BNPL usage has surged, with consumers spending $10.1 billion through these plans between Nov. 1 and Dec. 1, 2025, a 9 percent year-over-year increase, according to Adobe Analytics. State officials worry that economic pressures and limited underwriting may push consumers into mounting debt.
Hotels must get AI-ready soon, or risk falling behind, Mews warns <- click to read full story
Hotels face a narrowing window to prepare for an AI-driven future, according to Mews' 2026 hospitality outlook report, which calls the coming year a pivotal moment for transformation. The report predicts that by 2035, most hotel discovery and booking will happen through AI-led conversations, routine guest requests will be handled by autonomous agents, and at least half of back-office work will be automated—while human staff focus on emotional, high-impact interactions.
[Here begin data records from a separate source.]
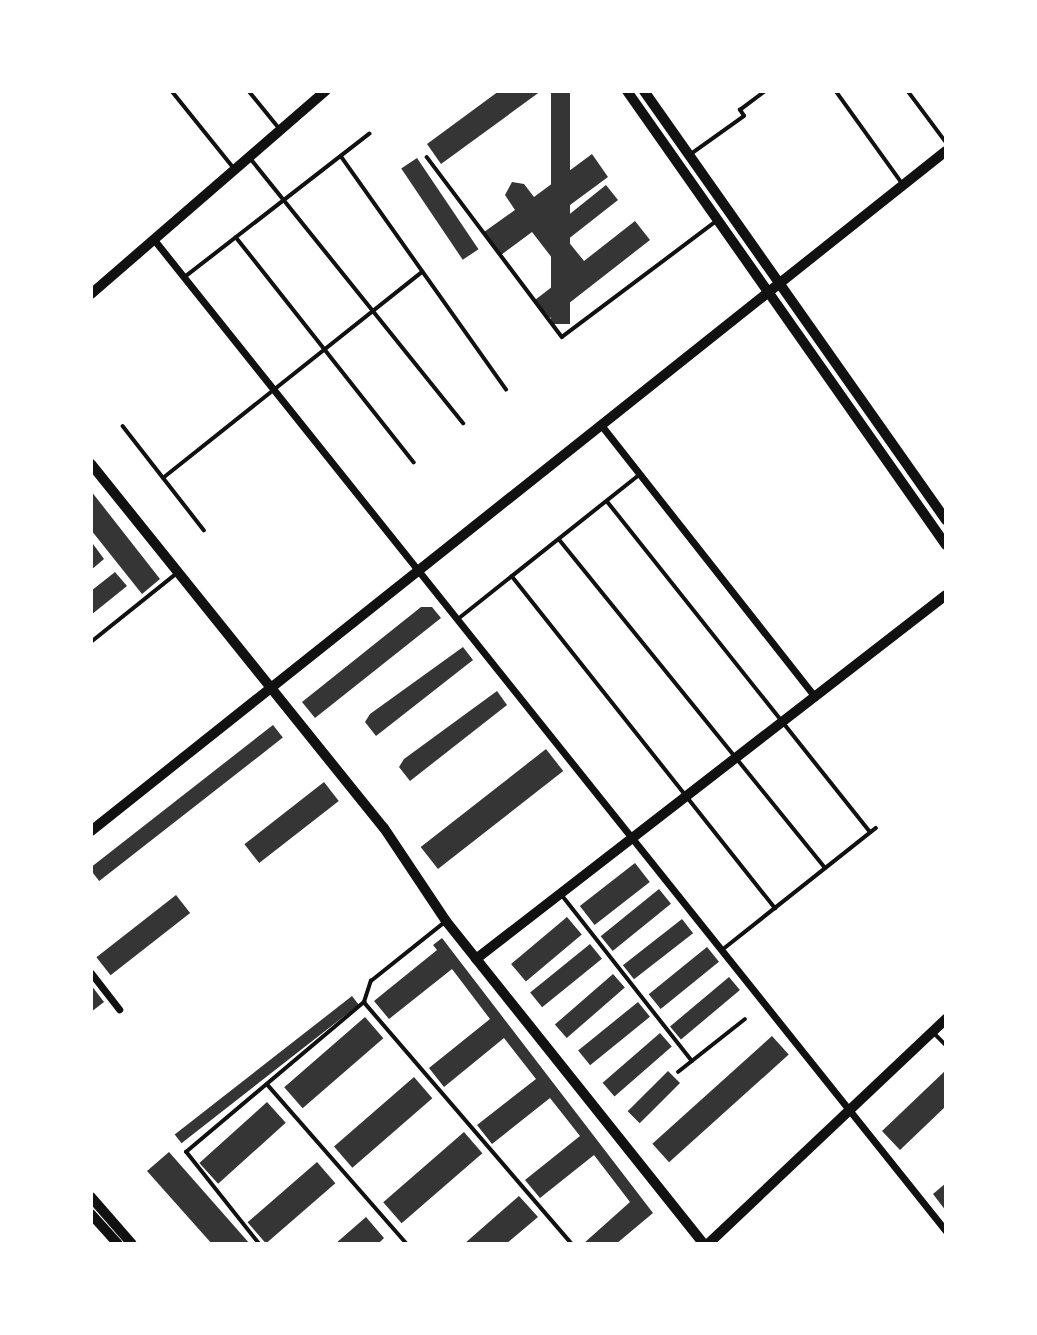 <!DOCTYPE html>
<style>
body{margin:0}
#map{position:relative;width:1037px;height:1335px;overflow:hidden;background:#fff;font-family:"Space Grotesk",sans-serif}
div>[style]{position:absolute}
.building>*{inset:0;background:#353535;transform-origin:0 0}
.service>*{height:3.5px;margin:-1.75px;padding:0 1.75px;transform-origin:1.75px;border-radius:1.75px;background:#111}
.minor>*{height:7px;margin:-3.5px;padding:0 3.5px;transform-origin:3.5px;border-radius:3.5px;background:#111}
.tertiary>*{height:10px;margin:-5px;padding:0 5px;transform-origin:5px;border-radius:5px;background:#111}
.secondary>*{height:10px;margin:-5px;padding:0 5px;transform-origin:5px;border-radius:5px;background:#111}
span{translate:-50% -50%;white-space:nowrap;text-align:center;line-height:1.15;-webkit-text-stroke:6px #fff;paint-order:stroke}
.frame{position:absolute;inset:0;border:93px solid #fff;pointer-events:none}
</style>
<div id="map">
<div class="building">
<i style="clip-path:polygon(499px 91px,541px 91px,441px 164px,427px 144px)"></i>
<i style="left:551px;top:91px;width:19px;height:233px"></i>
<i style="clip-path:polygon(592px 154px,608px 177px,551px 219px,556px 225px,606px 185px,618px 200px,567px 240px,584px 261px,635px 221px,650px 240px,550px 318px,535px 300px,566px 276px,532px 232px,501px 255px,484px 232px,515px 210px,505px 195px,512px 182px,524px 184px,534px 197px)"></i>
<i style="left:417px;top:158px;width:110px;height:19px;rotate:56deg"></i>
<i style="clip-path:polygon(91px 491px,160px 579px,142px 594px,91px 530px)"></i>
<i style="clip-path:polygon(93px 544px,104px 559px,91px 570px,91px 545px)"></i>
<i style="clip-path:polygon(115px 572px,127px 586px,91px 615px,91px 591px)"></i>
<i style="clip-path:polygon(421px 607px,432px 607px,441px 618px,315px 718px,302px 702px)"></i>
<i style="clip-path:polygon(463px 647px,473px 660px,376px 736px,365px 722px,370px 714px)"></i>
<i style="clip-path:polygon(497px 691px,507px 705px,410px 781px,399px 767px,404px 759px)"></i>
<i style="left:273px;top:725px;width:16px;height:233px;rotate:52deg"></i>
<i style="left:546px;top:749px;width:28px;height:159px;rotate:52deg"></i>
<i style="left:324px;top:782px;width:24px;height:101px;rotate:52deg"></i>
<i style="left:635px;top:863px;width:24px;height:70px;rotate:52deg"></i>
<i style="left:659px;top:889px;width:19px;height:75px;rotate:51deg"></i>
<i style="left:176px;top:895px;width:23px;height:101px;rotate:52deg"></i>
<i style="left:567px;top:917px;width:23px;height:73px;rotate:50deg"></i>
<i style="left:682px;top:919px;width:18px;height:75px;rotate:52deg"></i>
<i style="clip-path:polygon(442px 938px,653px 1213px,616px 1244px,583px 1244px,630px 1202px,594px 1155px,540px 1198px,525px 1180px,580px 1136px,550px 1098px,492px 1144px,477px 1125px,536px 1079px,504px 1038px,444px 1087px,429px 1068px,490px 1019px,452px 969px,389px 1019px,374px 1001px,437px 950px,433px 945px)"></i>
<i style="left:590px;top:944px;width:19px;height:77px;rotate:51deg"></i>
<i style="left:707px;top:947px;width:19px;height:75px;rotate:51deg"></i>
<i style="left:613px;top:974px;width:18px;height:77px;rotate:49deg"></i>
<i style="left:729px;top:977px;width:17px;height:77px;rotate:50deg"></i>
<i style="clip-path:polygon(91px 985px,104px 1002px,91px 1012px)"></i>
<i style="left:352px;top:996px;width:11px;height:225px;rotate:52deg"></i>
<i style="left:638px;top:1002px;width:19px;height:77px;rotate:51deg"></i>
<i style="left:365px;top:1017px;width:28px;height:107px;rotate:49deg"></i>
<i style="left:660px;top:1033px;width:18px;height:76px;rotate:49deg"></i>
<i style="left:772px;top:1036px;width:25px;height:161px;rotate:48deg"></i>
<i style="clip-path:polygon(946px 1070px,946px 1106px,900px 1150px,882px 1131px)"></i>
<i style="left:668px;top:1071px;width:17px;height:57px;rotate:45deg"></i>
<i style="left:414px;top:1077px;width:28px;height:106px;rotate:49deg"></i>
<i style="left:267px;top:1102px;width:28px;height:91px;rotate:48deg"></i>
<i style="left:464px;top:1132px;width:28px;height:107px;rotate:49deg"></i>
<i style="clip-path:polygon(169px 1152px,250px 1244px,212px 1244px,147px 1171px)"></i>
<i style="left:317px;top:1162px;width:28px;height:92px;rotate:49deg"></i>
<i style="clip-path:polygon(946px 1183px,946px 1211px,933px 1194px)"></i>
<i style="clip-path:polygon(519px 1196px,538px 1217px,506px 1244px,464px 1244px)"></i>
<i style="clip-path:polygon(366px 1217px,384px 1238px,378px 1244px,335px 1244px)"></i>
</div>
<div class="service">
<i style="left:172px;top:91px;width:99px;rotate:51.2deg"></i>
<i style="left:249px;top:91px;width:48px;rotate:51deg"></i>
<i style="left:836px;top:91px;width:113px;rotate:54.3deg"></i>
<i style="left:908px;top:91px;width:64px;rotate:53.3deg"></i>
<i style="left:691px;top:154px;width:65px;rotate:-35.6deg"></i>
<i style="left:744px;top:116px;width:7px;rotate:-124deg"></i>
<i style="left:740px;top:110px;width:31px;rotate:-37deg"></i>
<i style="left:341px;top:156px;width:286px;rotate:54.7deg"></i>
<i style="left:427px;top:157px;width:225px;rotate:53.1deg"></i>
<i style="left:562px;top:337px;width:191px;rotate:-36.9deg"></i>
<i style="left:251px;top:159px;width:339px;rotate:51.2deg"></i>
<i style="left:236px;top:237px;width:287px;rotate:51.7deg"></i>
<i style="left:186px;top:276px;width:232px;rotate:-37.8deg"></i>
<i style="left:123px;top:426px;width:132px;rotate:52.1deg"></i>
<i style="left:163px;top:478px;width:331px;rotate:-38.5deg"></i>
<i style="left:607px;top:501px;width:423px;rotate:51.5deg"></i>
<i style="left:559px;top:539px;width:423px;rotate:51deg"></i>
<i style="left:512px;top:576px;width:424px;rotate:51.6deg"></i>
<i style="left:458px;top:619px;width:230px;rotate:-38.5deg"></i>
<i style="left:91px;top:642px;width:110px;rotate:-38.7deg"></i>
<i style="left:562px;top:895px;width:211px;rotate:51.9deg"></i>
<i style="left:722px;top:950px;width:196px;rotate:-38.4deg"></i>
<i style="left:364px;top:1002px;width:319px;rotate:49.3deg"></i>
<i style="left:934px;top:1033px;width:17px;rotate:45deg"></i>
<i style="left:678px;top:1072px;width:85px;rotate:-38.3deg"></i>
<i style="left:267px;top:1084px;width:213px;rotate:48.8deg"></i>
<i style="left:259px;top:1244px;width:117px;rotate:-128.4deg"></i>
<i style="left:186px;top:1152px;width:233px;rotate:-40.1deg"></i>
<i style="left:364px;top:1002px;width:22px;rotate:-72deg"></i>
<i style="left:371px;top:981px;width:95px;rotate:-38.6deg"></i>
</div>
<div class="minor">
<i style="left:155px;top:241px;width:1267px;rotate:51.38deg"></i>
<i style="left:601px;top:425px;width:346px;rotate:51.8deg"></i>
<i style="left:91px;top:973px;width:46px;rotate:52.1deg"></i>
</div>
<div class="tertiary">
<i style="left:91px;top:294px;width:310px;rotate:-40.9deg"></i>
<i style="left:91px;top:464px;width:467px;rotate:51.2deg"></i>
<i style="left:384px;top:828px;width:112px;rotate:56.3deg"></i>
<i style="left:446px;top:921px;width:413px;rotate:51.4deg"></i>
<i style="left:476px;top:959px;width:594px;rotate:-37.76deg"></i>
<i style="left:91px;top:1197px;width:62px;rotate:48.9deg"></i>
<i style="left:91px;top:1214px;width:40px;rotate:48deg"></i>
<i style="left:708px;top:1244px;width:328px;rotate:-43.4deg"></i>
</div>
<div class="secondary">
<i style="left:627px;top:91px;width:555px;rotate:54.91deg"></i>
<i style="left:644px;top:91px;width:525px;rotate:54.86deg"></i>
<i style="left:91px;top:831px;width:1092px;rotate:-38.5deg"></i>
</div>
<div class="frame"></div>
</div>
Based on input from 18 cross-industry experts, the study warns that hotels failing to make their systems and data AI-readable risk becoming invisible in conversational search and agent-mediated booking channels. Visibility will depend less on advertising spend and more on structured data, consistent content and open integrations.
The report also highlights a looming battle between online travel agencies and direct bookings, with connectivity and content quality determining who controls the guest relationship. To act, Mews recommends a four-step checklist: assess tech stacks, centralize accurate content, launch small supervised AI pilots, and establish strong governance and training.
Fed considers changes to check services <- click to read full story
The Federal Reserve is weighing whether to reduce the scope of check services it provides, reflecting the continued decline in check usage and rising concerns about cost and fraud. The Fed voted to seek public input on potential changes, noting that interbank check volume fell to fewer than 3 billion in 2024, down sharply from 16 billion in 2018.
The move aligns with broader federal efforts to phase out paper checks. Beginning Sept. 30, 2025, the Treasury's Bureau of the Fiscal Service will stop issuing most paper checks, citing higher fraud risk and delays compared with electronic payments. Today, most Fed check processing involves electronic images from remote deposit capture rather than paper handling.
Fed staff said Reserve Banks would need to make substantial investments to maintain current service levels and asked whether those investments are justified. The vote to issue a request for information was not unanimous. Vice Chair Michelle Bowman dissented, arguing that although checks represent only 5 percent of non-cash transactions, they account for 21 percent of transaction value and remain important to the payment system.